The Government must be realistic. They have to try to reduce the burdens on small businesses. How can they do so while, at the same time, they have embraced the social chapter? The European Union is not the friend of small business. The Government must abjure some of the delusions with which they came to office. The social chapter and all the directives that will flow from it are one aspect.

Another much more alarming aspect is the process of economic convergence, which is inherent in the process of ever closer union via economic and monetary union, on which we embarked at Maastricht. That will ultimately, in the grand design of the new Labour Government--because that is what they want--lead to our participation in the single currency. What will it mean? It will mean that more of our hard-earned taxpayers' money and the hard-earned profits from our small and medium-sized enterprises will go to the European Union to fund the cohesion fund and the structural fund--the engines whose aim is to build up competitor enterprises in other parts of the Union. That is utterly the wrong approach.

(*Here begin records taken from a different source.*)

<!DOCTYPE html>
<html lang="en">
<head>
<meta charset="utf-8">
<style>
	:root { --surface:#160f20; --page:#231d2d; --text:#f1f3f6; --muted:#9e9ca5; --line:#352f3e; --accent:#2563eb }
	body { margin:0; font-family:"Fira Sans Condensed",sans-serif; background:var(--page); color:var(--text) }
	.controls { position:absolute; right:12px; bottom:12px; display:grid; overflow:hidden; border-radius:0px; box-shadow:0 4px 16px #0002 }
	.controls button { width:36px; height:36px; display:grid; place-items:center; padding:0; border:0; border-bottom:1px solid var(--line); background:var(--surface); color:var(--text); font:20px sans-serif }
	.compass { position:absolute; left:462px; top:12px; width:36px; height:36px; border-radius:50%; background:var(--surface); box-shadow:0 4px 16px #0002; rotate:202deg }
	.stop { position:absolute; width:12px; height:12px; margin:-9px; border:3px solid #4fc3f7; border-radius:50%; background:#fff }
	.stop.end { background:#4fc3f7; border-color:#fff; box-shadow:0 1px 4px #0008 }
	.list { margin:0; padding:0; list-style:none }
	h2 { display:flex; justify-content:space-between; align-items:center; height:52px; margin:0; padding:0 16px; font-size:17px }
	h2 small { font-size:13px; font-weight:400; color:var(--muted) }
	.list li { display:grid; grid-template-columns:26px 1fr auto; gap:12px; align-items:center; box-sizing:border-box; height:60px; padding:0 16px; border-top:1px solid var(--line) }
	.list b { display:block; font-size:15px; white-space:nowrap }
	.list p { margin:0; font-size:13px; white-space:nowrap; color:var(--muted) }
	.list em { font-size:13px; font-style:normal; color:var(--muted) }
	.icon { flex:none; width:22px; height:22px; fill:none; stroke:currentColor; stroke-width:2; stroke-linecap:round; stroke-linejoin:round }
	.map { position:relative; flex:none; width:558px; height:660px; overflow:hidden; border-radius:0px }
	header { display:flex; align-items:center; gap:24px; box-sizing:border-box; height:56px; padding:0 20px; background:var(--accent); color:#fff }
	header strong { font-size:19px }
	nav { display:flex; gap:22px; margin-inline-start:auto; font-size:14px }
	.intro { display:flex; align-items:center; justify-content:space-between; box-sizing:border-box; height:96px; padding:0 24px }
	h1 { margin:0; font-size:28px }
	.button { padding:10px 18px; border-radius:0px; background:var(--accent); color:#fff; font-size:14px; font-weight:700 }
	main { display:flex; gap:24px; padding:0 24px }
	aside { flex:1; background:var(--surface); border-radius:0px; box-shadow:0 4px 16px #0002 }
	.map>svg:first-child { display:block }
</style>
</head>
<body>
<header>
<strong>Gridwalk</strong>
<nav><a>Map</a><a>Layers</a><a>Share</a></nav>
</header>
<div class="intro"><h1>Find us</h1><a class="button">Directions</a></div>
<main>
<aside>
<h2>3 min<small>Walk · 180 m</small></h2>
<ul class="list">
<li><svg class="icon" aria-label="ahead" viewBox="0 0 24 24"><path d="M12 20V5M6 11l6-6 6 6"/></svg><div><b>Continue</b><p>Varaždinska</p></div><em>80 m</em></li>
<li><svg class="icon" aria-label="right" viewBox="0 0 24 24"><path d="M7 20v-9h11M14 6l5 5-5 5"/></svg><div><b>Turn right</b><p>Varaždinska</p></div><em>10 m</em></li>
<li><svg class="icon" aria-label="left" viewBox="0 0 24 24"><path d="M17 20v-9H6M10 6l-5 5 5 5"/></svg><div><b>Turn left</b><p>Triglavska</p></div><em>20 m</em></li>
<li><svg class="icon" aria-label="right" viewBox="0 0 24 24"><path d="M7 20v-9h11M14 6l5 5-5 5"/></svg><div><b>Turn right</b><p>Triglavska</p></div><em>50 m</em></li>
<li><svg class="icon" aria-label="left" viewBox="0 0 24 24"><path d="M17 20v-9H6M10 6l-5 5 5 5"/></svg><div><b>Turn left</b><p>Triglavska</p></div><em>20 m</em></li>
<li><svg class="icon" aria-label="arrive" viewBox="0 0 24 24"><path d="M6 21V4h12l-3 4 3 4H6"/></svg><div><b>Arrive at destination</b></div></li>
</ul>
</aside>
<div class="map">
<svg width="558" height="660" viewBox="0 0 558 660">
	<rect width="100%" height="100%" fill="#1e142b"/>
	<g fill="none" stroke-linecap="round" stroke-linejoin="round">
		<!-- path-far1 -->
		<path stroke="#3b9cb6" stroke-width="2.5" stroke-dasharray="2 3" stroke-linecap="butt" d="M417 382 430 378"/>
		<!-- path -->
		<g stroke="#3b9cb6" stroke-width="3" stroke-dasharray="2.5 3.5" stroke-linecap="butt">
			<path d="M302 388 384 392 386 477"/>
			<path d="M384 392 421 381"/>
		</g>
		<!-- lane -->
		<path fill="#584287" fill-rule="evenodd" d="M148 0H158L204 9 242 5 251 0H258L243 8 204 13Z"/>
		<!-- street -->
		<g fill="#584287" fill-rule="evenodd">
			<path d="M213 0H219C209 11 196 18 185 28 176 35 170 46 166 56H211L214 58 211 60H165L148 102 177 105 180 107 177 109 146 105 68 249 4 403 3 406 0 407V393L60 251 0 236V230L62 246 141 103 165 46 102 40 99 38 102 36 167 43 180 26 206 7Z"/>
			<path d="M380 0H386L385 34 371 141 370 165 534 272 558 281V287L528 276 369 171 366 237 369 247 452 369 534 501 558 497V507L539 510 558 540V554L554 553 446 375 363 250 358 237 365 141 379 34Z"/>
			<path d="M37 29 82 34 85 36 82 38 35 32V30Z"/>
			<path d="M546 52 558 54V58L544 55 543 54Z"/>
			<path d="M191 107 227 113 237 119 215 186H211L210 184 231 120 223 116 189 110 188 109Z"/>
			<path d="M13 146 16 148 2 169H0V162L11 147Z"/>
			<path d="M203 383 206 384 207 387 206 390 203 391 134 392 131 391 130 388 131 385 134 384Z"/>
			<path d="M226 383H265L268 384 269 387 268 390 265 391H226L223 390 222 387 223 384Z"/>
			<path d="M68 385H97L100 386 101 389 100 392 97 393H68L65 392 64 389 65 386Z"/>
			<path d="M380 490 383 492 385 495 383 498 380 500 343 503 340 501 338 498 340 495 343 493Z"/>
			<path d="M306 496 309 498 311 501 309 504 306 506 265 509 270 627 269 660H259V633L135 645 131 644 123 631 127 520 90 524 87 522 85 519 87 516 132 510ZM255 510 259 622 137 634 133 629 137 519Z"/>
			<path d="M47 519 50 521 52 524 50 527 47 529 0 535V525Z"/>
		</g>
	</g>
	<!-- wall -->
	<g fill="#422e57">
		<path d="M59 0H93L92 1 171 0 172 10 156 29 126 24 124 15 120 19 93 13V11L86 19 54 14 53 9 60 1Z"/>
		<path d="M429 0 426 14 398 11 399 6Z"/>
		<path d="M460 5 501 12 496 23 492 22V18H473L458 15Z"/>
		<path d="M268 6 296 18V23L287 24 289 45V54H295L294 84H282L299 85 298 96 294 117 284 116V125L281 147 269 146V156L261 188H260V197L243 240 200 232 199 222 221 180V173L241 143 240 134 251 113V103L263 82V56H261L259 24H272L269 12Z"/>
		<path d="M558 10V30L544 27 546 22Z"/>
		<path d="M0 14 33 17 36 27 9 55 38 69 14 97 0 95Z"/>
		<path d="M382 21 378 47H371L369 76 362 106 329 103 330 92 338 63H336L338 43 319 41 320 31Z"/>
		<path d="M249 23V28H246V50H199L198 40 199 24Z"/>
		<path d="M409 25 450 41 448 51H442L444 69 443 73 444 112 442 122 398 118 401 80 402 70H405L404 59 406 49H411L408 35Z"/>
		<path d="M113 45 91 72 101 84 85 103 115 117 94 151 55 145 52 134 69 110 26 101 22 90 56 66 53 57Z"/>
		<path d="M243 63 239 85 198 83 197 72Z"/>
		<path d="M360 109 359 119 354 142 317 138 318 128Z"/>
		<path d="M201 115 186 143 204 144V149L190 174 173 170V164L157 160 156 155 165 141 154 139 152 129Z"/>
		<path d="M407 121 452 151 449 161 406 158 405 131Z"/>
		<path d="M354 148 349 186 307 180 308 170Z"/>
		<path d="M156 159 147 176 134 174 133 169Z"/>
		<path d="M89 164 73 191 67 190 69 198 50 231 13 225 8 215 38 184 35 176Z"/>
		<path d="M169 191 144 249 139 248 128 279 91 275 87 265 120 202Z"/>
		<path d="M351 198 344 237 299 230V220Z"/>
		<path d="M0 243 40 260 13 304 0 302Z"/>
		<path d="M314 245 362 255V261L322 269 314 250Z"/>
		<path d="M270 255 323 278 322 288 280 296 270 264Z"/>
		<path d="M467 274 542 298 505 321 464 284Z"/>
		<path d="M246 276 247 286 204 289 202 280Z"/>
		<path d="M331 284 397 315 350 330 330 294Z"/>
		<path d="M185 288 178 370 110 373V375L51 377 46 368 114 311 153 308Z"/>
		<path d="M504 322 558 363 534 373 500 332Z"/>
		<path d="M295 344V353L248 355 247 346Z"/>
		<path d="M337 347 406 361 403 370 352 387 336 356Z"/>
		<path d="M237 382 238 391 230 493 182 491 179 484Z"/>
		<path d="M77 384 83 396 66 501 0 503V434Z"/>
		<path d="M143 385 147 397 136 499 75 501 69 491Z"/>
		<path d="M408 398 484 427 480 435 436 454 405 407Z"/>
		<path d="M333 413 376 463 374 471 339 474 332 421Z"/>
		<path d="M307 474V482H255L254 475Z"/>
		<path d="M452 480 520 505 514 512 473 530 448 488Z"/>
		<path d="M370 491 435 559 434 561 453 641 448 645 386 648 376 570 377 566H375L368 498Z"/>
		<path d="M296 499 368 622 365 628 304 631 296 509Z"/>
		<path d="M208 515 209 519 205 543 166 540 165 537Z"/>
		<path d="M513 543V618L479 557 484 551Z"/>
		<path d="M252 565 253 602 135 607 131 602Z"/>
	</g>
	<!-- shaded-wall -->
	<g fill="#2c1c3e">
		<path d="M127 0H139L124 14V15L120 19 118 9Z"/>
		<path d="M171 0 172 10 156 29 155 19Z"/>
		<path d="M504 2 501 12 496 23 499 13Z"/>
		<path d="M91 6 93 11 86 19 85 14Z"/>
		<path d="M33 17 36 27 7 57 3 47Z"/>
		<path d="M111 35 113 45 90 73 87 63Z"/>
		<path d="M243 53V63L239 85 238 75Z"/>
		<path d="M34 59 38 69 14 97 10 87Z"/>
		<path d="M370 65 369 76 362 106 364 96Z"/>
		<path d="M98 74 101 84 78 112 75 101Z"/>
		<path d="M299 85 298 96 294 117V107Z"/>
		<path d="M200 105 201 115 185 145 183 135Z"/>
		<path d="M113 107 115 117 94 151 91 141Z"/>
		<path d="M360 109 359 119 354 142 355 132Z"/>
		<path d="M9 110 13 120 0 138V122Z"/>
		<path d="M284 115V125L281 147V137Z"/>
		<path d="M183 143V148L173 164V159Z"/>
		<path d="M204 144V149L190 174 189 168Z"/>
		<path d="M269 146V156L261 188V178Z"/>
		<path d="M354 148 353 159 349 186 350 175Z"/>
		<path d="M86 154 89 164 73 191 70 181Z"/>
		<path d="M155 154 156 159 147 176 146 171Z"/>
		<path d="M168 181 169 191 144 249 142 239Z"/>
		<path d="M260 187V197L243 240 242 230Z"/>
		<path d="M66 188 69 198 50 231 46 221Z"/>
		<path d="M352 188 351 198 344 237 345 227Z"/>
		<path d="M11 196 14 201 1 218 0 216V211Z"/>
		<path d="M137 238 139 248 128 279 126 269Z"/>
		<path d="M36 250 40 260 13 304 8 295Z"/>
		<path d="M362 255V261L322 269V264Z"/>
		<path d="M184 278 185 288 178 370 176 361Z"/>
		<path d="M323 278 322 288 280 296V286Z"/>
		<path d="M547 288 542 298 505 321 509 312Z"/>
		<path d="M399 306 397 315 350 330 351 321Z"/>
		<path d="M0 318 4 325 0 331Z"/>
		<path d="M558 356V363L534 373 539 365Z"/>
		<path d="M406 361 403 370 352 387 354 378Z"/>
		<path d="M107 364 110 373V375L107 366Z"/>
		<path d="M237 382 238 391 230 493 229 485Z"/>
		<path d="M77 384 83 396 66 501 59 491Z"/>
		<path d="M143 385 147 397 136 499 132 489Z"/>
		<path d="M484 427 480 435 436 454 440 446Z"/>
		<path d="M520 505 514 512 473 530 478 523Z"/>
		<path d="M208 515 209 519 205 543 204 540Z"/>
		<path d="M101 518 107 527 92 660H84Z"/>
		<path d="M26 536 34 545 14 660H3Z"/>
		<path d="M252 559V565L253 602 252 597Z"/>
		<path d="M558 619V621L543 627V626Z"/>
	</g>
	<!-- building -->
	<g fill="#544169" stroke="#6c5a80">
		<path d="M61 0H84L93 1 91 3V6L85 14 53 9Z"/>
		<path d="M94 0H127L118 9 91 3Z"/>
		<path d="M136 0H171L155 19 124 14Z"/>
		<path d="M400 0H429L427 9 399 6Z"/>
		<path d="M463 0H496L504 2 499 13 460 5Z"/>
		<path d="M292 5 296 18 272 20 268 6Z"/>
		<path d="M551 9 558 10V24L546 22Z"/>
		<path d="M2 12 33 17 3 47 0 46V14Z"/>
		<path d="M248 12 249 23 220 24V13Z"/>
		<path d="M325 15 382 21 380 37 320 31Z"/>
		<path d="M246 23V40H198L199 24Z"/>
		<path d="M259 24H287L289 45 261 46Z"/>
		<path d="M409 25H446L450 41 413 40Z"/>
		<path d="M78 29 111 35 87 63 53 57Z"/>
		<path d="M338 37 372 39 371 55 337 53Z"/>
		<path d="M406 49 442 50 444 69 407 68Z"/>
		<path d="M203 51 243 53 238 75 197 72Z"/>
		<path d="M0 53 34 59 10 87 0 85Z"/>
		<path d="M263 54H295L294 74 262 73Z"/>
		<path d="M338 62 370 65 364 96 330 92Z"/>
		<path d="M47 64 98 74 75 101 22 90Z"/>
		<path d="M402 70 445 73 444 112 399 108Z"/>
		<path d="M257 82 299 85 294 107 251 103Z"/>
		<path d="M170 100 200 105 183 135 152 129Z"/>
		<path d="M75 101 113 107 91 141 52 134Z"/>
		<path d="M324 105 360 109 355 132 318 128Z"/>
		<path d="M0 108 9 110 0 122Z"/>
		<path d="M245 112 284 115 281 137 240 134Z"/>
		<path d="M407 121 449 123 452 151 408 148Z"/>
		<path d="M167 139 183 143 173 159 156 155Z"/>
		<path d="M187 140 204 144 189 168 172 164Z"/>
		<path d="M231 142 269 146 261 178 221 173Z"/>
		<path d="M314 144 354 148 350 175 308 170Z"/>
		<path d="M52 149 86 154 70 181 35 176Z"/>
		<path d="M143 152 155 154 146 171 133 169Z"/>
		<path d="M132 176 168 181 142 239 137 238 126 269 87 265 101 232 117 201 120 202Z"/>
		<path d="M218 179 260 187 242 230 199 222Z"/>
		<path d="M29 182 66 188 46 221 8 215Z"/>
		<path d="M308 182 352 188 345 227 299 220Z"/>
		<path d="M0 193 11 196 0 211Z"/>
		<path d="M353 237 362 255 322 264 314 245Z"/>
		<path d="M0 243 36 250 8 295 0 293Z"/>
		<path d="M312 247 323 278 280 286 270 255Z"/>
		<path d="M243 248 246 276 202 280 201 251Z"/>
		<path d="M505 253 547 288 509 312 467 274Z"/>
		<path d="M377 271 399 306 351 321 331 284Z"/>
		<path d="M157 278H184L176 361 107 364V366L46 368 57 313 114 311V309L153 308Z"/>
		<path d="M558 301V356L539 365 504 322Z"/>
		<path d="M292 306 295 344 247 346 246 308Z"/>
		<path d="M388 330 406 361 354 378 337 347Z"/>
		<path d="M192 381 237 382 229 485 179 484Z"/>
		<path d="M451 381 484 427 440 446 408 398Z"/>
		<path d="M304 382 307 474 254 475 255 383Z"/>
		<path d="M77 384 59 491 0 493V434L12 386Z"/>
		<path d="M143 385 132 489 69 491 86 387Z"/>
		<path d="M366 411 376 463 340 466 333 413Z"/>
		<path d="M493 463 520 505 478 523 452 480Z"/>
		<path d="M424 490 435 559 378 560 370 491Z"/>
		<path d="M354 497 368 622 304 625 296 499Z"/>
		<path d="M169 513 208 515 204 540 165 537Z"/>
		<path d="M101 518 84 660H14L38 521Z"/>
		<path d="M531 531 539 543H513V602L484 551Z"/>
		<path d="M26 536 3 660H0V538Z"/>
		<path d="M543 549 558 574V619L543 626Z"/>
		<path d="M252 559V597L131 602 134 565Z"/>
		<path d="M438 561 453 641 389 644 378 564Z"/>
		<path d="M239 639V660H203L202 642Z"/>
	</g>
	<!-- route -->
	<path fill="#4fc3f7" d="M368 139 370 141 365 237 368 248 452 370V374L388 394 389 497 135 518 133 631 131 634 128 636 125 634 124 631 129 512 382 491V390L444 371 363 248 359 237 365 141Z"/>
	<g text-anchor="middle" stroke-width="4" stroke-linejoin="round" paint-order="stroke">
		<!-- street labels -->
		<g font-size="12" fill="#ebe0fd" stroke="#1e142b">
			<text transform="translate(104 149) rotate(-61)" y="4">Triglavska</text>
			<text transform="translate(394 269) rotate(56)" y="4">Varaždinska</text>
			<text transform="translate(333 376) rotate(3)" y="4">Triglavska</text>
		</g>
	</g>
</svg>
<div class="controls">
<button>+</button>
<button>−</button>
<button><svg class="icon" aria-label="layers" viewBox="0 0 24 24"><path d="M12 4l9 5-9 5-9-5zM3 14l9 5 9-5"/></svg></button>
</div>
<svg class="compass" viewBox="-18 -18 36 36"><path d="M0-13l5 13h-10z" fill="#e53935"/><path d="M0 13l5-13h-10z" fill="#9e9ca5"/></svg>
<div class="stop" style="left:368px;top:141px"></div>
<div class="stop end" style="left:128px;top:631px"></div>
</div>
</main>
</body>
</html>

Even if the single currency is achieved, the central bank in Frankfurt will not set an optimum interest rate for small and medium-sized enterprises in Britain: it will set an interest rate that is appropriate for the macro-economy of the European Union. For the success and prosperity of small businesses in this country, we need a Government over whom we have democratic control and who can keep fiscal discipline here. We need a Government who will not have to bail out other countries' pension fund deficits--which we would have to do if we participated in the single currency--and who will keep interest rates low. There is no objective that is of greater importance for small businesses.